This is a follow-up to this question: show that if $n$ is a positive integer then $$\sum_{k=1}^{n}\frac{(-1)^{k+1}}{k}\binom{n}{k} =\sum_{k=1}^{n}\frac{1}{k}\ .$$ I was able to answer the question by an argument involving definite integrals, but I would be interested to see a combinatorial proof. There is a proof here by induction, which however IMHO is not a true combinatorial proof as it does not rely on solving a counting problem in two ways.
In a comment on my answer, Jack D'Aurizio pointed to the problem of counting the number of cycles in a permutation. Picking up on this hint we may try the following.
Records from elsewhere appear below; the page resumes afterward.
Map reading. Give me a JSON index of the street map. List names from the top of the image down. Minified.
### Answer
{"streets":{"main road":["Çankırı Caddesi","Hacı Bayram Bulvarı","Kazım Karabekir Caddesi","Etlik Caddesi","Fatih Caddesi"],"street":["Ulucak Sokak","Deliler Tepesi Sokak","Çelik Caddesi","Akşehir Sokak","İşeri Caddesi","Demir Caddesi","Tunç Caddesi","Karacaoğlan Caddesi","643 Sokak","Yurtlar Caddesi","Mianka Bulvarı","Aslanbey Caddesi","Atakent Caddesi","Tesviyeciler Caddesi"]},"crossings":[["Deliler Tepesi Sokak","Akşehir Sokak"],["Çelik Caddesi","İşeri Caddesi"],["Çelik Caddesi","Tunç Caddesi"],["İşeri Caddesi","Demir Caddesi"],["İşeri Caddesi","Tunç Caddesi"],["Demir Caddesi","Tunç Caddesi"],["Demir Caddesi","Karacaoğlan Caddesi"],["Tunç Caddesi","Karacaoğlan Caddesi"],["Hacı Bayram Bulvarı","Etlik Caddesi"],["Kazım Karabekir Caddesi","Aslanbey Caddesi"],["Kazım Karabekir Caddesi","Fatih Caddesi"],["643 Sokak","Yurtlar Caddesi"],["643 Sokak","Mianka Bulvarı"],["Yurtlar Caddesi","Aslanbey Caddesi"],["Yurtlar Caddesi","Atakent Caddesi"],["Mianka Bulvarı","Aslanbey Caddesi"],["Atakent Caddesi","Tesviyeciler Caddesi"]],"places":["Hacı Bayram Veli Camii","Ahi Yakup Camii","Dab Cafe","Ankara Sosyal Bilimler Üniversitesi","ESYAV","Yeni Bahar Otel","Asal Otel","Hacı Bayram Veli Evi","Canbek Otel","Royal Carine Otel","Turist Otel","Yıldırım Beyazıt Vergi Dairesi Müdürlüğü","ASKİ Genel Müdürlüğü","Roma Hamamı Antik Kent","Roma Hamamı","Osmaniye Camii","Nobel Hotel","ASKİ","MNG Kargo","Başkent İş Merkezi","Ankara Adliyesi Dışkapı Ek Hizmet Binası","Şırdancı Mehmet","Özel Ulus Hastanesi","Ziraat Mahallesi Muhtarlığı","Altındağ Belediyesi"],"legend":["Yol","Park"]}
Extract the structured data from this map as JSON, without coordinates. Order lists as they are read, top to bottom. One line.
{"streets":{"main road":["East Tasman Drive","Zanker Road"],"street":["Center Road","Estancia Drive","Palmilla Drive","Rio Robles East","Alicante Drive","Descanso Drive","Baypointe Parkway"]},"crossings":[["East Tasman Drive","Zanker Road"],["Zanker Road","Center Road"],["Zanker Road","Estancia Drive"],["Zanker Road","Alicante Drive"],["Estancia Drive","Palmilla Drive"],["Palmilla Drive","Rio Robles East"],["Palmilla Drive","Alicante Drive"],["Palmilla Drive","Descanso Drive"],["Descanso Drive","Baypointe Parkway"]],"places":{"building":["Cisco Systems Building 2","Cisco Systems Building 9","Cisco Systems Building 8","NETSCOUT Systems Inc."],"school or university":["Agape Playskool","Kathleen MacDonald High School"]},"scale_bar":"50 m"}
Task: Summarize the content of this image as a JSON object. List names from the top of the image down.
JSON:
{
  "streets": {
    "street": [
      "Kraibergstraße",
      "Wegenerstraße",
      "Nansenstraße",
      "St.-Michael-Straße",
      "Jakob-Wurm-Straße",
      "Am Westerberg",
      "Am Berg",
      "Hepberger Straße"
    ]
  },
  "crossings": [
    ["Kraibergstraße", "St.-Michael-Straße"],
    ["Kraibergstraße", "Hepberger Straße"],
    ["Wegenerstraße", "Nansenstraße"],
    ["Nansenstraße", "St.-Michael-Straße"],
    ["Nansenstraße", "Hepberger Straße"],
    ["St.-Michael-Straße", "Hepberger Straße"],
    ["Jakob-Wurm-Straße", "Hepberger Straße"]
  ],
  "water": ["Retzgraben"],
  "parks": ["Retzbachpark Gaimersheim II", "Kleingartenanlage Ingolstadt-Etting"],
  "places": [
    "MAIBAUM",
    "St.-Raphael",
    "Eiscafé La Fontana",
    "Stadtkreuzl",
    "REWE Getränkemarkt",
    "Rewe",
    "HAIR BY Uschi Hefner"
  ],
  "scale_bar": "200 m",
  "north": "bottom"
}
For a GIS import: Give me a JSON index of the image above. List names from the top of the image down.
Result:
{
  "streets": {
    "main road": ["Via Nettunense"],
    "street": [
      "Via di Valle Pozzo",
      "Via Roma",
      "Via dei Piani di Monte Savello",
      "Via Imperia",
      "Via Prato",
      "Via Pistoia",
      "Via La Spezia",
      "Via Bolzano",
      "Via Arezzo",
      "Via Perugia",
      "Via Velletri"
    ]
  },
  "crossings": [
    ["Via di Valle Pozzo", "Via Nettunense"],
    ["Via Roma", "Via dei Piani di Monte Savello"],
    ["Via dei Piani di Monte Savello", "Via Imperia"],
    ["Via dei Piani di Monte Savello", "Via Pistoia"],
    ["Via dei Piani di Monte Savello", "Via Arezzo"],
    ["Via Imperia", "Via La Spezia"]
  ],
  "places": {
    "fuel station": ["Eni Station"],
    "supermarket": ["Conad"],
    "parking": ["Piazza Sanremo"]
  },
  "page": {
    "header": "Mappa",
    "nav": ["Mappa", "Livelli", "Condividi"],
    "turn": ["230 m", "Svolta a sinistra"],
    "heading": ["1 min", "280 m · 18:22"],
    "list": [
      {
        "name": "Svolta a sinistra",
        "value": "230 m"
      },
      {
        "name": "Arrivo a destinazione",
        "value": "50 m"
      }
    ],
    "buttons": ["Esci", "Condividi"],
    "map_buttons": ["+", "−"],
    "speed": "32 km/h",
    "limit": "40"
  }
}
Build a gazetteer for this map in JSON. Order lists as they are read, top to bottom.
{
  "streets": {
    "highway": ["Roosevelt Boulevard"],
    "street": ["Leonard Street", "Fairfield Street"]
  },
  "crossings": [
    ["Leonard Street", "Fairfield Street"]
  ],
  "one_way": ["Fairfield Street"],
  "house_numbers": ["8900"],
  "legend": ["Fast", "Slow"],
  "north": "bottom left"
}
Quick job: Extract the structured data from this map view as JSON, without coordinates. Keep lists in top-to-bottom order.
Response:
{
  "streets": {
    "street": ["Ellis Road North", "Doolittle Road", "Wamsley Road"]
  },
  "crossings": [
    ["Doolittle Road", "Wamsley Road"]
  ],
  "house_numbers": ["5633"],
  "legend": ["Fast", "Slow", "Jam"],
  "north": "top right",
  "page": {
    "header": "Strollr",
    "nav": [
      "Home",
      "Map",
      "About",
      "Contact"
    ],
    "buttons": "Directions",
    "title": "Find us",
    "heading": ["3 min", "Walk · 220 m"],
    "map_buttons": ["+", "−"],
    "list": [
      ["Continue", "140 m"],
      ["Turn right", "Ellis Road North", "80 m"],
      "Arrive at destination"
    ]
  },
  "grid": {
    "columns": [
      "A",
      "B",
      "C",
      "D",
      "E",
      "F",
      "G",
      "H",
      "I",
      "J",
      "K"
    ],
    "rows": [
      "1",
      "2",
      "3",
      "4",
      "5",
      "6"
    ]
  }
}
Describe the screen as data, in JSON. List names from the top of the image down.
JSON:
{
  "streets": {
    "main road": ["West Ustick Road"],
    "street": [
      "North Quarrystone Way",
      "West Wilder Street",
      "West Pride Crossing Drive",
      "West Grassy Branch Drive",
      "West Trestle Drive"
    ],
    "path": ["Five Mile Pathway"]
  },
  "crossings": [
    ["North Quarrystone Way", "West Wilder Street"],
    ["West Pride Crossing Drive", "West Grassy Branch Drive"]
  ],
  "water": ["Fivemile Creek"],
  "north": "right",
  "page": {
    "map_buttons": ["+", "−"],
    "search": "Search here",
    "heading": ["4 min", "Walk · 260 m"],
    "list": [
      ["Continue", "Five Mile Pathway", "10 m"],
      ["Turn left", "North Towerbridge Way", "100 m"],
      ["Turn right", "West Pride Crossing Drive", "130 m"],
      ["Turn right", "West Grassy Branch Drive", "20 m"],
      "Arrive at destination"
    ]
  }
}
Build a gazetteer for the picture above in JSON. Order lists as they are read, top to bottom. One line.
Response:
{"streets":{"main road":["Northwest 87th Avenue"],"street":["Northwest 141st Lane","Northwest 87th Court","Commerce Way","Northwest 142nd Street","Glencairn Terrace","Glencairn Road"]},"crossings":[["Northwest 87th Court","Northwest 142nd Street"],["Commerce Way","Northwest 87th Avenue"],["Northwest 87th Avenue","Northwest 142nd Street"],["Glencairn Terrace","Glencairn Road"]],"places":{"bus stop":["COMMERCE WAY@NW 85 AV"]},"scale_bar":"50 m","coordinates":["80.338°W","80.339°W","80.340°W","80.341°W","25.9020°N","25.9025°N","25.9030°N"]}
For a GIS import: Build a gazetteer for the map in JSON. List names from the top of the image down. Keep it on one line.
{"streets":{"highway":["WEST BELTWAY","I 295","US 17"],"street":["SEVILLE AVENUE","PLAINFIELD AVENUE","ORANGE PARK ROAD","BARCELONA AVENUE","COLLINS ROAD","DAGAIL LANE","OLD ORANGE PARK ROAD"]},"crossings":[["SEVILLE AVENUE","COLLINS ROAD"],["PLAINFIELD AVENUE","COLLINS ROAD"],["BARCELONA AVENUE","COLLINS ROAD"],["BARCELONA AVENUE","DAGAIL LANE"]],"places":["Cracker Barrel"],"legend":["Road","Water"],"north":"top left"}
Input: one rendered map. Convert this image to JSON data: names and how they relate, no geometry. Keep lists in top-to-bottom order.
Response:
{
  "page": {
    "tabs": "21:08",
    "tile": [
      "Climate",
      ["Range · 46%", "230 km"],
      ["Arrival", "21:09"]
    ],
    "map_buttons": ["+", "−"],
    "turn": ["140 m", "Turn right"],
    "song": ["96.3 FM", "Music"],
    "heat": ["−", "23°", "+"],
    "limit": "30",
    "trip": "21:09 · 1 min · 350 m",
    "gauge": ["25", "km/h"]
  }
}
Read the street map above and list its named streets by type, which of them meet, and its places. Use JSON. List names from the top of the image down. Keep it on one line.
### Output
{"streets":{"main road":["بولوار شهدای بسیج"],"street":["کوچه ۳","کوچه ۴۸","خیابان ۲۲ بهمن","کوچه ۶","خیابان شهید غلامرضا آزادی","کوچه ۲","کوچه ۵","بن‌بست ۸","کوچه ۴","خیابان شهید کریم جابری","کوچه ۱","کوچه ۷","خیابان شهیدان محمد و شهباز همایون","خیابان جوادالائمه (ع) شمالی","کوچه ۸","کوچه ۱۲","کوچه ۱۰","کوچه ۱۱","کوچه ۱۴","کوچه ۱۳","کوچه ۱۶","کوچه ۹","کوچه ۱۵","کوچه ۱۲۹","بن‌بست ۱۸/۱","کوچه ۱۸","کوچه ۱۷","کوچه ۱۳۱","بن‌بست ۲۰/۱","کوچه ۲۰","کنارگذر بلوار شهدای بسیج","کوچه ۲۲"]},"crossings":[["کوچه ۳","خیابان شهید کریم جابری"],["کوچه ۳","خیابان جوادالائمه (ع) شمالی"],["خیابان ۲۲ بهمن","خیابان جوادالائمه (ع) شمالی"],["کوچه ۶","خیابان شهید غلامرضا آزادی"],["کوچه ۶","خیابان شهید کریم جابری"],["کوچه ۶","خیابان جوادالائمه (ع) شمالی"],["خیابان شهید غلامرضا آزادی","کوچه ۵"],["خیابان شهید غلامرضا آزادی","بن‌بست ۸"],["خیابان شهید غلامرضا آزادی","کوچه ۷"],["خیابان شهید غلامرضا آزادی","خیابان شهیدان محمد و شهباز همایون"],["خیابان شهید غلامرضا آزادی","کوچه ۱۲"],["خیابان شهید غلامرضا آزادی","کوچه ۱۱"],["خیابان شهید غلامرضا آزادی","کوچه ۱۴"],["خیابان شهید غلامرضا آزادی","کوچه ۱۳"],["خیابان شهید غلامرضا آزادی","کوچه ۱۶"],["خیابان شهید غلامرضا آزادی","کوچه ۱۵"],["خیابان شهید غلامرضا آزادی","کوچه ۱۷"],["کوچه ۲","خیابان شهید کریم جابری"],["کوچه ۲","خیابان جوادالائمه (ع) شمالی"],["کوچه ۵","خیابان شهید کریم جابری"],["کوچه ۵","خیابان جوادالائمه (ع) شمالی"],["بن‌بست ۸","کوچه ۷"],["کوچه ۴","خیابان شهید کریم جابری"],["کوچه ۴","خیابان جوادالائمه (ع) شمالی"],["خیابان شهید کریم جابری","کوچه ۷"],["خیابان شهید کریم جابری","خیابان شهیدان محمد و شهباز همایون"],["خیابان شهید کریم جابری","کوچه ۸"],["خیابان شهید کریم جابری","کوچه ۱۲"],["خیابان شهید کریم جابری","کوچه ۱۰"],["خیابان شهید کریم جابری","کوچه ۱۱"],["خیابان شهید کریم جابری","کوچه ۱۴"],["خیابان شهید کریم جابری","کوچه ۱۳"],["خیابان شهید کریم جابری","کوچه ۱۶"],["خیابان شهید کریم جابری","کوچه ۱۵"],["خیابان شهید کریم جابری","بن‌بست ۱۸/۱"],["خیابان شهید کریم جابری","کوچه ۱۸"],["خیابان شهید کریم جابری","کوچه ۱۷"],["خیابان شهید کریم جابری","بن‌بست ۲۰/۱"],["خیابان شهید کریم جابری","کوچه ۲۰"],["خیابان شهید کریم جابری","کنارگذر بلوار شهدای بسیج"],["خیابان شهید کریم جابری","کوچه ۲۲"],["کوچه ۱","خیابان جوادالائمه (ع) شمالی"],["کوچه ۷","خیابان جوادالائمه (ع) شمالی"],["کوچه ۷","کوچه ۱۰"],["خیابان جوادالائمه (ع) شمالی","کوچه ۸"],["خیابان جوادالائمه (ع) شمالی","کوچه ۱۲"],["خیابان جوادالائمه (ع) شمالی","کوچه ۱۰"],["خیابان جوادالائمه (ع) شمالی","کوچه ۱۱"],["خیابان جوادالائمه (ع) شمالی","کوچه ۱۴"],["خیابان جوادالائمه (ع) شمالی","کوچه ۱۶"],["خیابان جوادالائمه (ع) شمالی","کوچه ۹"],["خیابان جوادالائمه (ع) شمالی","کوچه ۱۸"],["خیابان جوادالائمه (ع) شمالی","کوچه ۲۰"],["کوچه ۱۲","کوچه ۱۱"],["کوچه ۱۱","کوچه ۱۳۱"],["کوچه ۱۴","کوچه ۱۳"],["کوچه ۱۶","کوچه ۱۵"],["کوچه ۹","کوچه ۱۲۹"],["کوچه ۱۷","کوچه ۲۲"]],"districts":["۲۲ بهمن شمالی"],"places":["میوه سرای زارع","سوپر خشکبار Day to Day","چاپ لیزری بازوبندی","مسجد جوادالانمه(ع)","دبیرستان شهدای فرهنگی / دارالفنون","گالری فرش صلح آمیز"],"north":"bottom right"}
We write all $n!$ permutations of $\{1,\ldots,n\}$ as products of disjoint cycles and count the total number of cycles, including repetitions. Any particular cycle $(x_1\ \ldots\ x_k)$ occurs once for every permutation of $\{1,\ldots,n\}-\{x_1,\ldots,x_k\}$; that is, it occurs $(n-k)!$ times. There are $P(n,k)/k$ cycles of length $k$, so the answer to the question is $$\sum_{k=1}^n \frac{P(n,k)}{k}(n-k)!=n!(RHS)\ .$$ But I am unable to show that the answer is also $n!(LHS)$. The alternating signs and binomial coefficients suggest inclusion/exclusion, but I can't make it work. On the other hand, inclusion/exclusion is normally used to avoid counting repetitions, and here I do want to count repetitions, so perhaps I'm completely on the wrong track.
Any ideas?